> **Work task**: Run through the data and copy out every line that mentions the word "turn".

> **Listed entries**:
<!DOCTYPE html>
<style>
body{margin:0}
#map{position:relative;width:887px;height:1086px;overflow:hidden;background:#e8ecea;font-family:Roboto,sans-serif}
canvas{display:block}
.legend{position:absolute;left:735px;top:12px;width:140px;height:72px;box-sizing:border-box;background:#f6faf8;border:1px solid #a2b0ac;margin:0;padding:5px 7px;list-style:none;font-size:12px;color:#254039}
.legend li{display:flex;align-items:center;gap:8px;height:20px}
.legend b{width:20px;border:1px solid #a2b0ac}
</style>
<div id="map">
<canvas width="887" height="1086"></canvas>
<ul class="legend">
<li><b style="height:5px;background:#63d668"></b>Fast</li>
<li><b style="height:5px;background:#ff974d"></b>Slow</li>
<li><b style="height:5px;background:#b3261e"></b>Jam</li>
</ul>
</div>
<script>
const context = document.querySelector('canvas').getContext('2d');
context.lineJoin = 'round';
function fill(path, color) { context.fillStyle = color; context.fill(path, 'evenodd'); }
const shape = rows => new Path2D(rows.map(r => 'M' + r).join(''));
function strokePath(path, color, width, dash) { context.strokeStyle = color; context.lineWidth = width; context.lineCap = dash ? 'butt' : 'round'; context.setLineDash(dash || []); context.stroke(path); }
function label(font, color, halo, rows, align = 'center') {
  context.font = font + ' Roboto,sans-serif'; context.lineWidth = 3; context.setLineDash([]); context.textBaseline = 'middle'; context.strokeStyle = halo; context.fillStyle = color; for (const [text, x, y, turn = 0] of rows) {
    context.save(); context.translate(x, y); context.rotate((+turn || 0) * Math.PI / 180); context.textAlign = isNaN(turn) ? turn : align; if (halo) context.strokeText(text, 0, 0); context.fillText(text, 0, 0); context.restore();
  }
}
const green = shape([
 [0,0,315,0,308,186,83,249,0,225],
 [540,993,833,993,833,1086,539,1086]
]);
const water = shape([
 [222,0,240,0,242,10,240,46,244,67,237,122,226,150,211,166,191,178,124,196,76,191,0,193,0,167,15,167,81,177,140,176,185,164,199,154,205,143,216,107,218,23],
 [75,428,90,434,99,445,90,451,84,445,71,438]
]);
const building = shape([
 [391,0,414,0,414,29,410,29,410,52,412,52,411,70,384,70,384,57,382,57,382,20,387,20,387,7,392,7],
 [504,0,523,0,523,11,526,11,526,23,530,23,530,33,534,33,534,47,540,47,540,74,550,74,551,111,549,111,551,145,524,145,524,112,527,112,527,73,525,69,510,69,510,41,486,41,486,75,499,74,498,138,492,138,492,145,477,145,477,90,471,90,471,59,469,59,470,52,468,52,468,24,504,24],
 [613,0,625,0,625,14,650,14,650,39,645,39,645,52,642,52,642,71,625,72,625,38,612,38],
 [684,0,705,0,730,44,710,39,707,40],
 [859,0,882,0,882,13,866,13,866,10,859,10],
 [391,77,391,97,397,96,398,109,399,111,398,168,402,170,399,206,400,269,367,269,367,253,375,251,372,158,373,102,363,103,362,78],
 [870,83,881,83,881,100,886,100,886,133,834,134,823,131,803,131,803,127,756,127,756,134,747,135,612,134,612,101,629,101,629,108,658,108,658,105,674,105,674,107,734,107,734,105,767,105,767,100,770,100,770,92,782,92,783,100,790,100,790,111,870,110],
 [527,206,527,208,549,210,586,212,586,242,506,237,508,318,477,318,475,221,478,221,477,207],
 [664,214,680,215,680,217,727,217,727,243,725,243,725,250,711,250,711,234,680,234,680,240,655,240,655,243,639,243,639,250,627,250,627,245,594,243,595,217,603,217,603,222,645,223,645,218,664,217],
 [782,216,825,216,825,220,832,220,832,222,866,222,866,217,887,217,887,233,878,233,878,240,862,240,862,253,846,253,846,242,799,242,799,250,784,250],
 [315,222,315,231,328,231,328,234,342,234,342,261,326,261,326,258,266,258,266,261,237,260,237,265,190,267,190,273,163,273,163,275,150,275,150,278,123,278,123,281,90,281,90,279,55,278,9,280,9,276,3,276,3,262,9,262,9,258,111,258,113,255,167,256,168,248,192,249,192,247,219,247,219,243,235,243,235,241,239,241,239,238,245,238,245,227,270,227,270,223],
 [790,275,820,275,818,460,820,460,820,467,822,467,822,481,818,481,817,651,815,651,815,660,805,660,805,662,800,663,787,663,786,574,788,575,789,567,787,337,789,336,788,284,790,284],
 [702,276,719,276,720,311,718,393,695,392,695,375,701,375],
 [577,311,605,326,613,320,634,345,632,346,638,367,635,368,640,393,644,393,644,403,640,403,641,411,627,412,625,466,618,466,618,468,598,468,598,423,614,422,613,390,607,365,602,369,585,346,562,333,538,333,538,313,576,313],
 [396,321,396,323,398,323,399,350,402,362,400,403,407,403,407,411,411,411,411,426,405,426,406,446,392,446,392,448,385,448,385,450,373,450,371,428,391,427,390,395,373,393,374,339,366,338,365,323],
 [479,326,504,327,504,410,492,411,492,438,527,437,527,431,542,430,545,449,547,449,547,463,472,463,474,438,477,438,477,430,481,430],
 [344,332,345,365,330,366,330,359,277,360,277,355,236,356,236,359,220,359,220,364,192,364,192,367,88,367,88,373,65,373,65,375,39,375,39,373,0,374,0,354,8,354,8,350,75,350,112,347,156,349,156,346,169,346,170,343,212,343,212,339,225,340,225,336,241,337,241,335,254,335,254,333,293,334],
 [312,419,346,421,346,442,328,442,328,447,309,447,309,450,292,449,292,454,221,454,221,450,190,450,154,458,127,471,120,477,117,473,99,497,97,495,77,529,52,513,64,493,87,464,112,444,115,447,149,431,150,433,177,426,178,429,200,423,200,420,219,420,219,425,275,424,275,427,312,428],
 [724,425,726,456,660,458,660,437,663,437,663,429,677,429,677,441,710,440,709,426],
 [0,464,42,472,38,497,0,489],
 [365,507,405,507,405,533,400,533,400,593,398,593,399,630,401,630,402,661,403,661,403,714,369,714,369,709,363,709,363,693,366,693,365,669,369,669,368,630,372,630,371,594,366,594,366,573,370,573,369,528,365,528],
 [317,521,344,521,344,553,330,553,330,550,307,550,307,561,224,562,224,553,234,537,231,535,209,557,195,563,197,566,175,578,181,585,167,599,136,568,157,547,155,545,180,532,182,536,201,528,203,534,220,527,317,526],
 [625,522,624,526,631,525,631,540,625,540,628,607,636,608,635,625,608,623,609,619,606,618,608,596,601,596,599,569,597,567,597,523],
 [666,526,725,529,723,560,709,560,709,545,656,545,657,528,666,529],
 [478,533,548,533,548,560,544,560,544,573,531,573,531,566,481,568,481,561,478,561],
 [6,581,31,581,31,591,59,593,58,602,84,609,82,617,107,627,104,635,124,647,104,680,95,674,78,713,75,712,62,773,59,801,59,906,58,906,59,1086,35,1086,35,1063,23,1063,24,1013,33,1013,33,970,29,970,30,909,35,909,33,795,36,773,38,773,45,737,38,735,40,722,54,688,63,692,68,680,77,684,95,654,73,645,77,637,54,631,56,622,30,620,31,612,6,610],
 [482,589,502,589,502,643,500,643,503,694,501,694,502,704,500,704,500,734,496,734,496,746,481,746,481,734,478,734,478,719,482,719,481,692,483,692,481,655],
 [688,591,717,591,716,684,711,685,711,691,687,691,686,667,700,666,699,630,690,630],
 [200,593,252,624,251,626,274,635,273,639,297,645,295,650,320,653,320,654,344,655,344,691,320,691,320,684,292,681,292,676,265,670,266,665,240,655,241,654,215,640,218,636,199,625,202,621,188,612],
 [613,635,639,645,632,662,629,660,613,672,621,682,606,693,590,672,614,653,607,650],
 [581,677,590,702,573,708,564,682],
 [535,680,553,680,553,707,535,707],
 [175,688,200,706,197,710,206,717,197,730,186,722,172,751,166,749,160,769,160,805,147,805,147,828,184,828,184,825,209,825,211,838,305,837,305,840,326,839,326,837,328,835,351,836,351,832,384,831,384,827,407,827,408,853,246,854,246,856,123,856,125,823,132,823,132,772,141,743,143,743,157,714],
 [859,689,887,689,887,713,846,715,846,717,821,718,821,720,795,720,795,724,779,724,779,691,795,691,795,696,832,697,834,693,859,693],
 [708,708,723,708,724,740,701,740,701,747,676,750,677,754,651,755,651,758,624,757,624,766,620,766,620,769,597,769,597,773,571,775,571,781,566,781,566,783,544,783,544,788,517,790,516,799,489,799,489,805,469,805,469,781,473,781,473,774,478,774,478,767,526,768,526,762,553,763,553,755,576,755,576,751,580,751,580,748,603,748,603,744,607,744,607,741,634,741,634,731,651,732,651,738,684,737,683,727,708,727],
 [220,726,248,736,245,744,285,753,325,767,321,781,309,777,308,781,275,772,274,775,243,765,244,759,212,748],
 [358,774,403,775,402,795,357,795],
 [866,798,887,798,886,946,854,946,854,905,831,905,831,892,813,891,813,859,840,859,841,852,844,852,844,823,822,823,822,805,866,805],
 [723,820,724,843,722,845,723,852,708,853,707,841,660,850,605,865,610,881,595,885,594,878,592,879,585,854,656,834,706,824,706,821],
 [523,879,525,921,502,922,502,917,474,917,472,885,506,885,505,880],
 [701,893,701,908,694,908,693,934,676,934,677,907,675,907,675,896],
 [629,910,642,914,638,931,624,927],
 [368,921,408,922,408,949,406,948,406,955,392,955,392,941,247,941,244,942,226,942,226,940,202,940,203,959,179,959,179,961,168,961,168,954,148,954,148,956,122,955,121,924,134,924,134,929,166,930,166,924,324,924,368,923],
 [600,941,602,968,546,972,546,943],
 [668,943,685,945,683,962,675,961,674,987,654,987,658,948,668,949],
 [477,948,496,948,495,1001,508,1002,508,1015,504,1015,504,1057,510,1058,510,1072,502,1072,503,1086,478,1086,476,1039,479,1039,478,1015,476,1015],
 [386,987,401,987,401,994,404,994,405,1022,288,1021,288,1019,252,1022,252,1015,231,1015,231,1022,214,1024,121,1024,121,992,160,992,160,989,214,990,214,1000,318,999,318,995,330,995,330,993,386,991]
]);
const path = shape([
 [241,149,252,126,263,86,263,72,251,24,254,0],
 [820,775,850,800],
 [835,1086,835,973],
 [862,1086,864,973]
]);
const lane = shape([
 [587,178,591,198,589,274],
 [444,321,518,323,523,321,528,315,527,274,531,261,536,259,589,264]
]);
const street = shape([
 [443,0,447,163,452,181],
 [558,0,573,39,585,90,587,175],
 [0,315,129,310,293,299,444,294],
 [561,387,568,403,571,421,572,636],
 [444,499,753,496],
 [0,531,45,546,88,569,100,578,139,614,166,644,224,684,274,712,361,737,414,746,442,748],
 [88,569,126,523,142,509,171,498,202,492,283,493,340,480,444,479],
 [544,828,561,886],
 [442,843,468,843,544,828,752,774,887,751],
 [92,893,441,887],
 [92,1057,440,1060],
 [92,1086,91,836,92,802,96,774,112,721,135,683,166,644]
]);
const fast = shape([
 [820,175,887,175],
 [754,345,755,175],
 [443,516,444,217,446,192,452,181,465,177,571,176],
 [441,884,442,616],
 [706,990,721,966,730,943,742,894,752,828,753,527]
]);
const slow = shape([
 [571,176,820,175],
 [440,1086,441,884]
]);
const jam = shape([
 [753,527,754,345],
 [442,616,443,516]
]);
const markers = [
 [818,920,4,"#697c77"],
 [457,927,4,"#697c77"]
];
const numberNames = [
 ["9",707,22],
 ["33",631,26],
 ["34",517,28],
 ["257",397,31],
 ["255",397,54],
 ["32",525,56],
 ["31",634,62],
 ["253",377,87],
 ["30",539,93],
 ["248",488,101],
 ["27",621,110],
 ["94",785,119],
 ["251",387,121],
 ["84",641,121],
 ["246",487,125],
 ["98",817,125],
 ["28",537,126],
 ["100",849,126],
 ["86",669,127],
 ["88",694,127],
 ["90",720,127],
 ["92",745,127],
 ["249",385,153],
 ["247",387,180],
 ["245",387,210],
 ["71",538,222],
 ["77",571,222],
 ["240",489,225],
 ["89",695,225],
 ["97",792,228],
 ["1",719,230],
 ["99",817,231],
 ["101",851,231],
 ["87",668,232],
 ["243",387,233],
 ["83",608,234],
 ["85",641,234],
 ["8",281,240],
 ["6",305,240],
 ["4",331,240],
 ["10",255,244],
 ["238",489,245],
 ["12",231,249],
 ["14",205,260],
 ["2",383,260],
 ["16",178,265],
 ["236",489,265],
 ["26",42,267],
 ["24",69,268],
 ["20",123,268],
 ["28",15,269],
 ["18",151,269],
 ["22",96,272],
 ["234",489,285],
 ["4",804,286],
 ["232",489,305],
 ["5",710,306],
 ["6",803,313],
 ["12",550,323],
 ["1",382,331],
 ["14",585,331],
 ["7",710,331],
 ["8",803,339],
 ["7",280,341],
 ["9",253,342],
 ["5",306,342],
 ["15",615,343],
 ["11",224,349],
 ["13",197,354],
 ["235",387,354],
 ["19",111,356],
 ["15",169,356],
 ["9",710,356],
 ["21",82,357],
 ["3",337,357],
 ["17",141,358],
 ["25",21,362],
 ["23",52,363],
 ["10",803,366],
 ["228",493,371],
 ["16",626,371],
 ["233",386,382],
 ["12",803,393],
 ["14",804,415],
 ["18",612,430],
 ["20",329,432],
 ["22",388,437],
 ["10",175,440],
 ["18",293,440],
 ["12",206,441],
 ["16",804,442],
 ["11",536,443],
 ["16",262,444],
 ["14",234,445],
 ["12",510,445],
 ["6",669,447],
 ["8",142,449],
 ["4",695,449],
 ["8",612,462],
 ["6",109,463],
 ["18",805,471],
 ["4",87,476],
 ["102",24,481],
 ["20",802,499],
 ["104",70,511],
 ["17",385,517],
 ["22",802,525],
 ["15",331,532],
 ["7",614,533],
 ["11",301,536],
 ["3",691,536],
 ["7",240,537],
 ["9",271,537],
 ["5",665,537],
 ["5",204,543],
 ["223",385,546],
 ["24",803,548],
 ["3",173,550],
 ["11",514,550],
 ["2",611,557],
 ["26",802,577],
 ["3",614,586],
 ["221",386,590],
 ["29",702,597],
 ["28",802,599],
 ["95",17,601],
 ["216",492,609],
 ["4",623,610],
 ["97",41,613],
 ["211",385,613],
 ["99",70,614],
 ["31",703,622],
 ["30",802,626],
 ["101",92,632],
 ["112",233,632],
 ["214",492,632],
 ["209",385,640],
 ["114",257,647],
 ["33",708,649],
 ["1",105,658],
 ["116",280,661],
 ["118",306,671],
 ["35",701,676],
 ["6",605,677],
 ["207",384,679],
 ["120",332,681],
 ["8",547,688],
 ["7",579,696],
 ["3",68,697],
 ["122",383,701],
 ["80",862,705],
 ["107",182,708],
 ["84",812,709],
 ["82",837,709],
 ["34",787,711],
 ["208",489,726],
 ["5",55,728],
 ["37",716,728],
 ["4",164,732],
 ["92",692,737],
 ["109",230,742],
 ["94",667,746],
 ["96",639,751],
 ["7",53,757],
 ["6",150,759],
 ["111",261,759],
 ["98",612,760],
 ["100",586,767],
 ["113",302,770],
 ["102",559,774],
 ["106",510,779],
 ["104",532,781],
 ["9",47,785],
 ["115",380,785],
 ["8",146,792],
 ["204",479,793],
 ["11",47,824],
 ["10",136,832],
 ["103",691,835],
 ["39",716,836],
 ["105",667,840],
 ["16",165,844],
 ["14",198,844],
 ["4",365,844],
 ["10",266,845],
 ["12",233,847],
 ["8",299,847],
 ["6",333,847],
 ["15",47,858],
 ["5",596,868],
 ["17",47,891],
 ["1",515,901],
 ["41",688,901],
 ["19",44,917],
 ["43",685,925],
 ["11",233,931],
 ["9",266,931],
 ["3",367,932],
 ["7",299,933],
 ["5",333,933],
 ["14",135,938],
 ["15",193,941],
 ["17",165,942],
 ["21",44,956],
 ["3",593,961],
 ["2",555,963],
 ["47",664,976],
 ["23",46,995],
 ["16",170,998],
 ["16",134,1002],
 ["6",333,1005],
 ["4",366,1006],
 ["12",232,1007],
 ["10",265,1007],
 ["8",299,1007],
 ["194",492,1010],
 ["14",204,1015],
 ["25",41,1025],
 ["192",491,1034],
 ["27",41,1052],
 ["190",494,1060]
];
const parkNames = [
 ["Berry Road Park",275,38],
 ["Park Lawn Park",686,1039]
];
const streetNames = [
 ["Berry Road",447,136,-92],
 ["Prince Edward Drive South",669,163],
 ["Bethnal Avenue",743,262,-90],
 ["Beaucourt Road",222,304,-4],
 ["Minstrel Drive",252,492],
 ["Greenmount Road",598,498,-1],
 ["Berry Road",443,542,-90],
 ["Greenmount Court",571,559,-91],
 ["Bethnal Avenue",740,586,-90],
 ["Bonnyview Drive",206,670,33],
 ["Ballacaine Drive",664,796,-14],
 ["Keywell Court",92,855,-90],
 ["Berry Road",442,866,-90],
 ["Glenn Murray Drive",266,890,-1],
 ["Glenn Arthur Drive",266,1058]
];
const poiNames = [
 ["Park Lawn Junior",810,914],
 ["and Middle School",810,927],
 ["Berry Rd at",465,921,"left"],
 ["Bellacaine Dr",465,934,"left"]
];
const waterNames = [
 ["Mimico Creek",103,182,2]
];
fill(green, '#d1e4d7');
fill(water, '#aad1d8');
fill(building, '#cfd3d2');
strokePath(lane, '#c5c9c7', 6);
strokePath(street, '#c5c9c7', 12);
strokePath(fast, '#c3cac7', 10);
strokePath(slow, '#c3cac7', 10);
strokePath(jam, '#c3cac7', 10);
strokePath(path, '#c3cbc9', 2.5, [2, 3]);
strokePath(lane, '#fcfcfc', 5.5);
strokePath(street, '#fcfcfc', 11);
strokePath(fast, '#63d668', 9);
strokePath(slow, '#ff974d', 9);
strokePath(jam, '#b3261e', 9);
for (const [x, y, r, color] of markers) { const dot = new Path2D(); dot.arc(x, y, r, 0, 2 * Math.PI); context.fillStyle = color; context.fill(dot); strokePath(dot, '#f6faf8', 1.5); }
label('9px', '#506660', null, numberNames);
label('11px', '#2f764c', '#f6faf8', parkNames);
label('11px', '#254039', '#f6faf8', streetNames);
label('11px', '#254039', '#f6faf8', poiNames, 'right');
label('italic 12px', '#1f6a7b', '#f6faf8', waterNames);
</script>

> **Solved problem**:
  context.font = font + ' Roboto,sans-serif'; context.lineWidth = 3; context.setLineDash([]); context.textBaseline = 'middle'; context.strokeStyle = halo; context.fillStyle = color; for (const [text, x, y, turn = 0] of rows) {
    context.save(); context.translate(x, y); context.rotate((+turn || 0) * Math.PI / 180); context.textAlign = isNaN(turn) ? turn : align; if (halo) context.strokeText(text, 0, 0); context.fillText(text, 0, 0); context.restore();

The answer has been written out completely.